● **Task instructions**: Filter the data below for the string "body" and copy each matching line.

● **Source material**:
※ ※ ※
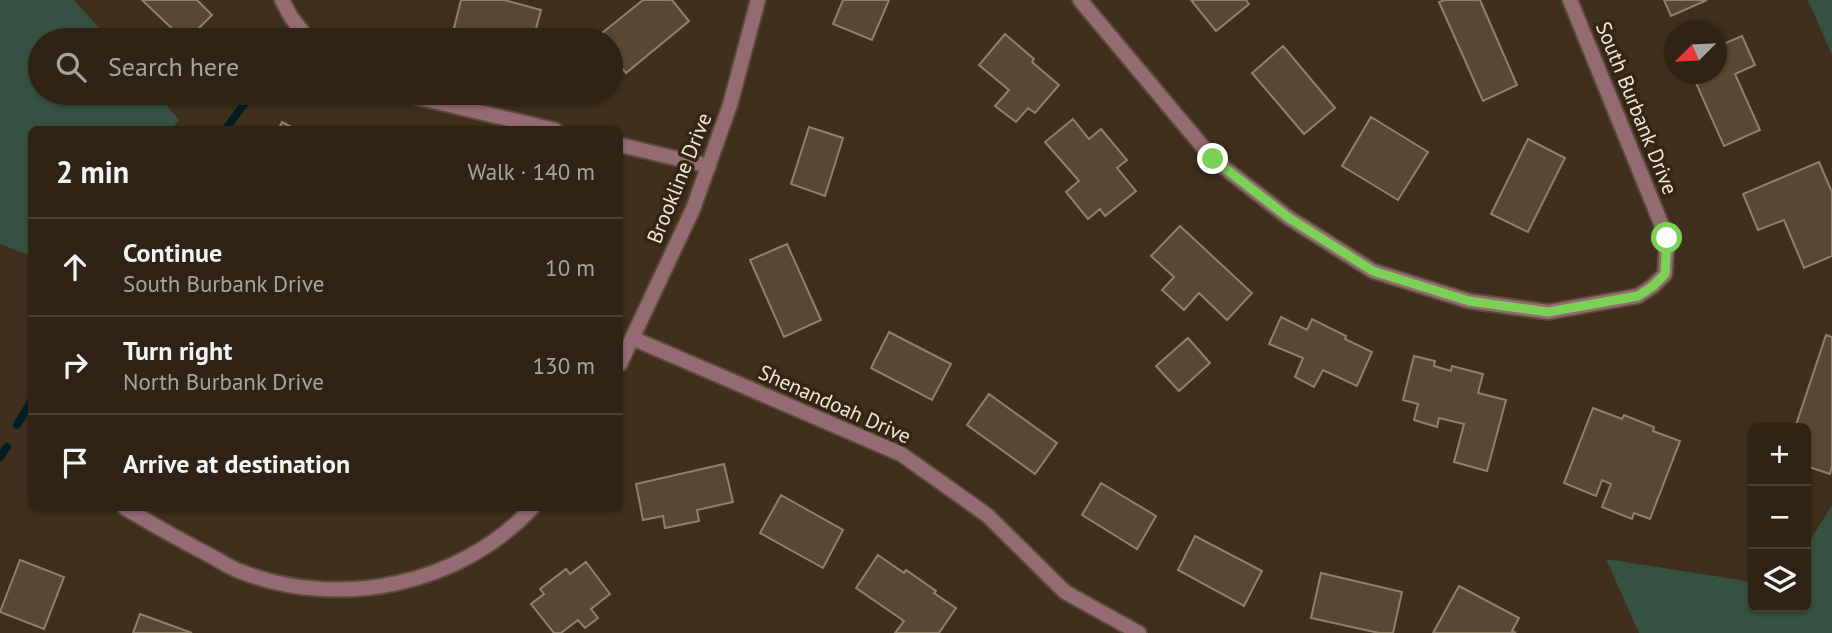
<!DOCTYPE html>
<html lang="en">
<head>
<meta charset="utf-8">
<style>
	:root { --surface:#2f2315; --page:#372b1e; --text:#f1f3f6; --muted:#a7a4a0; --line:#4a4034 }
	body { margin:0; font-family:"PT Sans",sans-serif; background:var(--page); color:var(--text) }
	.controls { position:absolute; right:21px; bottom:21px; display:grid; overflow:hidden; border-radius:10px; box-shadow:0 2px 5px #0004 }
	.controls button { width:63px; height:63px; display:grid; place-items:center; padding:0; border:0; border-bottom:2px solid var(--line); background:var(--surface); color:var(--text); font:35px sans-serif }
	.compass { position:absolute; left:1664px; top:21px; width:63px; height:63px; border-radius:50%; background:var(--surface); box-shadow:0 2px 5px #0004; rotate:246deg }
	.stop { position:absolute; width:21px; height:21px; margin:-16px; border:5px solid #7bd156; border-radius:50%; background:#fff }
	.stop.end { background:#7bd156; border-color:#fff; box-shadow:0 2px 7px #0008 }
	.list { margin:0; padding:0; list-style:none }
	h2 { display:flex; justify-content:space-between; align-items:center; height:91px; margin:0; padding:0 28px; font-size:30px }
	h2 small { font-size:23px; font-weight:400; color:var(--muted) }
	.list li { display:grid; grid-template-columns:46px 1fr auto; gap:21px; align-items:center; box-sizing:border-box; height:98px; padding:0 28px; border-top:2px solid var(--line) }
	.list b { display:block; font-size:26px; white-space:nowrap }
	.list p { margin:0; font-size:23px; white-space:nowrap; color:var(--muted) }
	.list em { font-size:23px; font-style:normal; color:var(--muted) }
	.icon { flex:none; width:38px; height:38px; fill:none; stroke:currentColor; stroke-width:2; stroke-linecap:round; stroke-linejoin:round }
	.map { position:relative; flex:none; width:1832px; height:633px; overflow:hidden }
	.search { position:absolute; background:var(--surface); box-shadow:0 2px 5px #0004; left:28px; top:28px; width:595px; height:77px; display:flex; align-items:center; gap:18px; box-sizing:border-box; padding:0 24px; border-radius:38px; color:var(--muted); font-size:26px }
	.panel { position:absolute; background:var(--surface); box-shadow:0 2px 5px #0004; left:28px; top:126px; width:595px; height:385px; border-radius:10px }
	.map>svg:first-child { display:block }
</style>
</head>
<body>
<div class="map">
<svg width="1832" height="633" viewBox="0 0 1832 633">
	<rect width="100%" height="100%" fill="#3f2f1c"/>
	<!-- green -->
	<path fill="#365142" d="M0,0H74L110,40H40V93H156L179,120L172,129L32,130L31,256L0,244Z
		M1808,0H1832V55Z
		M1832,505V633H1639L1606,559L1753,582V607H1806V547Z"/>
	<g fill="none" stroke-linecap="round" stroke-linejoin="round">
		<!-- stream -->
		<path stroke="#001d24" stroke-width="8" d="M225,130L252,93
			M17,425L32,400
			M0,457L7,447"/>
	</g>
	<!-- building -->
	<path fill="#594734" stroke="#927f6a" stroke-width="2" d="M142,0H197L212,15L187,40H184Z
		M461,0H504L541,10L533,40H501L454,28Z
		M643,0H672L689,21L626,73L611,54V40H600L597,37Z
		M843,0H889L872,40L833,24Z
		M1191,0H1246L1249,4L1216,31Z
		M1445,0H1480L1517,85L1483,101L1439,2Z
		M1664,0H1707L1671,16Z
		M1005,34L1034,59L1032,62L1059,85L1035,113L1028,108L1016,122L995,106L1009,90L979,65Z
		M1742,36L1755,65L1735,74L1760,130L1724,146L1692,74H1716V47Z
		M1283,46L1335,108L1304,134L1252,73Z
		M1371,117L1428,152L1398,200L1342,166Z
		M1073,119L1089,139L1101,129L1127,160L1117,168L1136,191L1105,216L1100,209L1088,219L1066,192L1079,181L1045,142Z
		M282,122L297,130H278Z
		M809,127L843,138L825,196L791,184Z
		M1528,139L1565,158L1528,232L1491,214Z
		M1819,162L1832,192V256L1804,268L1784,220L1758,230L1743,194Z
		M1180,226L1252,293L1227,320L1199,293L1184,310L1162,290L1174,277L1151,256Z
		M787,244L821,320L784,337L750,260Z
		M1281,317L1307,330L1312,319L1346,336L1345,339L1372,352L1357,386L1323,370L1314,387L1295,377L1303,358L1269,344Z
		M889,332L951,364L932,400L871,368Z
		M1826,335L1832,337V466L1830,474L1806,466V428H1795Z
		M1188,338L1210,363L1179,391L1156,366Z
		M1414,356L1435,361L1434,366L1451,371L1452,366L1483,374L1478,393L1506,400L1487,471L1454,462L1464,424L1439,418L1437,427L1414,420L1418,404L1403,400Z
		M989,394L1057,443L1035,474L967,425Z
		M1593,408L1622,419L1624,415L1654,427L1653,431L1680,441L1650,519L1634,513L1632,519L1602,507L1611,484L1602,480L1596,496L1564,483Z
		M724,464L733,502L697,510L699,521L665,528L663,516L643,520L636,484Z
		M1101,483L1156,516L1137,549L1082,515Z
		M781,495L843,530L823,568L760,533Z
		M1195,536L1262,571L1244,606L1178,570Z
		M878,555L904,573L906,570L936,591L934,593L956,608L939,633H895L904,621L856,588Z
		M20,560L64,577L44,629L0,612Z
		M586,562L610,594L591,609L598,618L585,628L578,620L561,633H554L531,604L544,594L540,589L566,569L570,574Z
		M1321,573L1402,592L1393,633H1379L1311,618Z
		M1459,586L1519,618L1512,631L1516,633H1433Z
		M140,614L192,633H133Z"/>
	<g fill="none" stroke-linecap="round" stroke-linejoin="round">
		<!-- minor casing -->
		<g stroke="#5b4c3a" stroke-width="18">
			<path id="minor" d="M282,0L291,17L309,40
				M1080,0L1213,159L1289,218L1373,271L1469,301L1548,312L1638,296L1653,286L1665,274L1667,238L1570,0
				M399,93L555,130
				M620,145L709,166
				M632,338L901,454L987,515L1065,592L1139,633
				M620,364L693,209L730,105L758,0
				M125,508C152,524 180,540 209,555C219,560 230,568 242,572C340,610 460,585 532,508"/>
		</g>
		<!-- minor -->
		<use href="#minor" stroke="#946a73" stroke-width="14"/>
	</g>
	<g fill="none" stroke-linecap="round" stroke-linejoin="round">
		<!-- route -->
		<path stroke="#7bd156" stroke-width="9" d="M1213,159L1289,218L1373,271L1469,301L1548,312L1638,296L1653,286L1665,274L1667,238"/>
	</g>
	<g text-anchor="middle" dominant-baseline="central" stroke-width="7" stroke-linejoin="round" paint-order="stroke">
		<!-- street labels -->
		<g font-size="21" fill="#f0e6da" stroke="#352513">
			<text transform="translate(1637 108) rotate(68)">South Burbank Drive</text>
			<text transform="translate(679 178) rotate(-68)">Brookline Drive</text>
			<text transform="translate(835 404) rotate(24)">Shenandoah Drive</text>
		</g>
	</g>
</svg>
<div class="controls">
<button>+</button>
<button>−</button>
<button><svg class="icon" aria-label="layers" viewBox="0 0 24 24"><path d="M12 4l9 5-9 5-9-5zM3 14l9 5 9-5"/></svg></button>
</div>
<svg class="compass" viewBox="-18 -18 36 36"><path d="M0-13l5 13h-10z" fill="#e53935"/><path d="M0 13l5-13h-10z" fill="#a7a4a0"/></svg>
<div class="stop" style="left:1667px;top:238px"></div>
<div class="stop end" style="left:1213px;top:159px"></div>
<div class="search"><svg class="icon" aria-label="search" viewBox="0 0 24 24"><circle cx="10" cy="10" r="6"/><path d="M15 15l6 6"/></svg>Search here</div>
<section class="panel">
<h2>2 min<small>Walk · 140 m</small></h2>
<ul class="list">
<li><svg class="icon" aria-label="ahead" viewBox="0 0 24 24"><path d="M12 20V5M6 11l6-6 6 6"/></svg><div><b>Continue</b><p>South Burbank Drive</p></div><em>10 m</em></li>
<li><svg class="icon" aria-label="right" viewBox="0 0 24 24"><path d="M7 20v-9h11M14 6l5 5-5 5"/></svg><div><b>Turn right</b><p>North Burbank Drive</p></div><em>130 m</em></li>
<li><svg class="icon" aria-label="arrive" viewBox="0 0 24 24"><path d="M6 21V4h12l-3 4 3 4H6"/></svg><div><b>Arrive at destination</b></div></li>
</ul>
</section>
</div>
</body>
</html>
※ ※ ※
● **The completed task**:
	body { margin:0; font-family:"PT Sans",sans-serif; background:var(--page); color:var(--text) }
<body>
</body>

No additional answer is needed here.